Nos últimos anos, o panorama fundiário moçambicano tem sido marcado por um fenómeno que, a despeito de ser silenciado no discurso oficial, alastra como fogo em capim seco: a venda disfarçada de terras sob a forma de “trespasse”. Essa prática, cada vez mais visível na capital Maputo e nas suas periferias, converteu-se em negócio milionário, alimentado pela fragilidade do Estado, pela captura institucional e pela ganância de redes especulativas que enxergam a terra não como bem coletivo, mas como mercadoria de leilão.
Herança histórica e contradições atuais
A raiz desta crise não pode ser lida fora da história. Durante o colonialismo, a urbe de Lourenço Marques foi rigidamente segregada: os bairros nobres, bem servidos de infraestrutura, estavam reservados aos colonos, enquanto a maioria negra era confinada às periferias carentes. Após a independência, a ocupação massiva das áreas urbanas abandonadas e a expansão desordenada da cidade resultaram em bairros informais, quase sempre sem serviços públicos adequados.
Nas últimas décadas, a globalização e a pressão neoliberal transformaram o Direito de Uso e Aproveitamento da Terra (DUAT) em objeto de especulação. Indústrias e empreendimentos imobiliários instalaram-se em zonas residenciais, muitas vezes sem respeito por licenciamento ambiental ou ordenamento territorial. A lógica do lucro imediato sobrepôs-se ao interesse coletivo.
A base jurídica: entre a Constituição e a realidade
A Constituição da República é inequívoca: “a terra é propriedade do Estado e não pode ser vendida, alienada, hipotecada ou penhorada” (artigo 109). A Lei de Terras (Lei n.º 19/97, de 1 de outubro) reforça este princípio, estabelecendo que o cidadão apenas detém o DUAT, obtido por ocupação costumeira, ocupação de boa-fé ou via concessão formal do Estado.
No entanto, a prática mercantil contradiz a lei. O DUAT, intransmissível por natureza, passou a ser negociado como bem de mercado, em contratos informais ou travestidos em cessões, envolvendo somas milionárias que excluem cidadãos comuns e favorecem elites.

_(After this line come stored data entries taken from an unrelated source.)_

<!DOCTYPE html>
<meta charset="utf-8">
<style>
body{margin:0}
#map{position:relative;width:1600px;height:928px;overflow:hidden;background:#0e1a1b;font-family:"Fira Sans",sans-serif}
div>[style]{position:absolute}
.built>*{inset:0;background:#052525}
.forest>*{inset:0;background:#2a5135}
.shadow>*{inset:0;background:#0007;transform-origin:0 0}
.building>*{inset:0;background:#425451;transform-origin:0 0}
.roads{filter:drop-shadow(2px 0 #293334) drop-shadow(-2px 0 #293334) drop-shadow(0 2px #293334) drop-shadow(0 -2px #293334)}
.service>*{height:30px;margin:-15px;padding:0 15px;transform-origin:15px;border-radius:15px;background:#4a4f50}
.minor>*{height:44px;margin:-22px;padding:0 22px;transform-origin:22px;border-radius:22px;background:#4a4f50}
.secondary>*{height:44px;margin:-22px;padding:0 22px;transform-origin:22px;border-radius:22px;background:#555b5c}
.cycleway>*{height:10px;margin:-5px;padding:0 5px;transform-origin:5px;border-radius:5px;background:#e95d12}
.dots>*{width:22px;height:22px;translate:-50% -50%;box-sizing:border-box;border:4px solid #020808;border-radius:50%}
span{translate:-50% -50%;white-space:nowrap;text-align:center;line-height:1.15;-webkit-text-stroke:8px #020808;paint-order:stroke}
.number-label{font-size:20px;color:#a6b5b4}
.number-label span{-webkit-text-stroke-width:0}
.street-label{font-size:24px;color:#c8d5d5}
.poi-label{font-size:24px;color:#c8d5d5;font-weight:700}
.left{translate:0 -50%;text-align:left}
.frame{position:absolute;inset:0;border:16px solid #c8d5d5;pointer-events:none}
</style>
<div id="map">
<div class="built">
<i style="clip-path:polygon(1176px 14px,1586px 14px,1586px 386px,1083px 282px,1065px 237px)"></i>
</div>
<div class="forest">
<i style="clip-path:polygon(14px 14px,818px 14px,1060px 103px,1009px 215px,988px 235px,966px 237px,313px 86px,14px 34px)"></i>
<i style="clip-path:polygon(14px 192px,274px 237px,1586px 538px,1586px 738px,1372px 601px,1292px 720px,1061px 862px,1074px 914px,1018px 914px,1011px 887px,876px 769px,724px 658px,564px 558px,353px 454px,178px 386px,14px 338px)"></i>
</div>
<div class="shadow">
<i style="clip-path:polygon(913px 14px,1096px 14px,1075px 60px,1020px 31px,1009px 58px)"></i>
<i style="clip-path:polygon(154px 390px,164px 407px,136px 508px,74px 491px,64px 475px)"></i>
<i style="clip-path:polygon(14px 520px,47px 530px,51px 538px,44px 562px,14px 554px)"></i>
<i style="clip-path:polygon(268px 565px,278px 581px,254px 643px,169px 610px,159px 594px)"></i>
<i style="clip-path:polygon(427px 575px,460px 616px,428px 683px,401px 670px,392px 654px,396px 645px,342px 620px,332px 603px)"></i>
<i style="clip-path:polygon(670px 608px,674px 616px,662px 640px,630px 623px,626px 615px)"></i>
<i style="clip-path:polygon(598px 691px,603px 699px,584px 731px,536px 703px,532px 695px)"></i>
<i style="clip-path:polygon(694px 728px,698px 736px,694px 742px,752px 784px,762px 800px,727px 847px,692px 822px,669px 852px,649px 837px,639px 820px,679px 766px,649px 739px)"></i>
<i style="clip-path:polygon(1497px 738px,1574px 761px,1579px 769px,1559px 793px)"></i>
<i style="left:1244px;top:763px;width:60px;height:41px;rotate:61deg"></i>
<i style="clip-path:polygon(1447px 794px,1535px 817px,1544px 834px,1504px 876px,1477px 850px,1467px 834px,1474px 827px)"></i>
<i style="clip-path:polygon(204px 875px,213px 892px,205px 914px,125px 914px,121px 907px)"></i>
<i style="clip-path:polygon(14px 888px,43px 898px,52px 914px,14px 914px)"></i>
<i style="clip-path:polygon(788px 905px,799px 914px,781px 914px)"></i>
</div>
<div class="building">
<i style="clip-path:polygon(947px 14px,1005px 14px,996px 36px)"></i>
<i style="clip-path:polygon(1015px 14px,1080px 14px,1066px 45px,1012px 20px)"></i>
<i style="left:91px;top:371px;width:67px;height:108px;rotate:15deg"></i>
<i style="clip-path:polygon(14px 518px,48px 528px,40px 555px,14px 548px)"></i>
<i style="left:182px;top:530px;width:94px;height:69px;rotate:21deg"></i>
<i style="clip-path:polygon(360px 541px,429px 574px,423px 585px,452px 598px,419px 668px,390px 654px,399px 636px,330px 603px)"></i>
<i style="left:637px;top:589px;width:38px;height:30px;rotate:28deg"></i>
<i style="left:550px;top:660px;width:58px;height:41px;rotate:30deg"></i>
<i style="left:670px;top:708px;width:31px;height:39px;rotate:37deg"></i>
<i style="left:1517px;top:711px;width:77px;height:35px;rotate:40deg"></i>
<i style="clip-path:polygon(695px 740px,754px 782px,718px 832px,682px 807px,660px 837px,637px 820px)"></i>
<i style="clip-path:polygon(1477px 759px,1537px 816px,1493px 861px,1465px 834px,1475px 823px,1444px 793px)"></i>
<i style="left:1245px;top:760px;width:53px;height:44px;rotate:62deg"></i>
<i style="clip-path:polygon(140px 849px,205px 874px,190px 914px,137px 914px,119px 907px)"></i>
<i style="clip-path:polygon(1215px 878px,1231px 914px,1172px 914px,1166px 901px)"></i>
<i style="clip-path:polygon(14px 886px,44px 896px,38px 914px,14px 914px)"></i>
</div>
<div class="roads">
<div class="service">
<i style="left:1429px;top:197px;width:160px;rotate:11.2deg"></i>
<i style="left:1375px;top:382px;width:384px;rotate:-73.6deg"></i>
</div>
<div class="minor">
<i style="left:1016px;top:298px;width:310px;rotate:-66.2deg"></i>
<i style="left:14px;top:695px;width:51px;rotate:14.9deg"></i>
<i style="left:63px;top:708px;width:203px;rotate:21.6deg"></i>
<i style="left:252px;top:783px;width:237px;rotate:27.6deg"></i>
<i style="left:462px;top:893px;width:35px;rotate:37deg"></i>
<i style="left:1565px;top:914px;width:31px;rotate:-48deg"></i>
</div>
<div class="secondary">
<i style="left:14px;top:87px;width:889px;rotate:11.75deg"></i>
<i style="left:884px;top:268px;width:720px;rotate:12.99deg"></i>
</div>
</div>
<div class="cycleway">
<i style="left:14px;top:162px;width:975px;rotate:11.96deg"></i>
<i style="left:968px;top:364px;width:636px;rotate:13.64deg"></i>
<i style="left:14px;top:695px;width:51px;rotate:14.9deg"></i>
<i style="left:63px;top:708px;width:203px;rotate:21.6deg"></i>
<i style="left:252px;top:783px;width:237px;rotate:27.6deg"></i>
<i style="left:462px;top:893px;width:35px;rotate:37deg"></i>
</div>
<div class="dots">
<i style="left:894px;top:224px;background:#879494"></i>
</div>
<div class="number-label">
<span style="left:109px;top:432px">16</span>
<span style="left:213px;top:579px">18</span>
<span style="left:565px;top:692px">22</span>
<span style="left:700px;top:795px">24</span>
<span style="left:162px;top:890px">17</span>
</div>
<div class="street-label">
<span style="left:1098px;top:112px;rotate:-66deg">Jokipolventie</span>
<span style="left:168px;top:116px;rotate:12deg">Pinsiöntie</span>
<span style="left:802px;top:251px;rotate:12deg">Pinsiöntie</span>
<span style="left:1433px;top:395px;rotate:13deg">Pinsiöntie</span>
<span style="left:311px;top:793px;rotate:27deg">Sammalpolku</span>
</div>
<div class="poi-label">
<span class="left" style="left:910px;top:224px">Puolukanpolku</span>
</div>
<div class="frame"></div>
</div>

O Código Penal e a minimização da gravidade do crime
No Código Penal anterior (Lei n.º 35/2014), a venda de terra configurava crime autónomo, punido com prisão maior de 2 a 8 anos. Com a revisão de 2019 (Lei n.º 24/2019), o crime foi diluído: deixou de existir como figura autónoma, passando a ser tratado como agravante de burla (artigo 288). A moldura penal caiu para 1 a 3 anos.
Essa alteração não é mero detalhe técnico — representa um afrouxamento da proteção jurídica da terra, transformando uma ofensa grave contra a soberania nacional em simples fraude negocial. O Estado, ao relativizar a pena, envia sinais de permissividade e cria um ambiente de impunidade.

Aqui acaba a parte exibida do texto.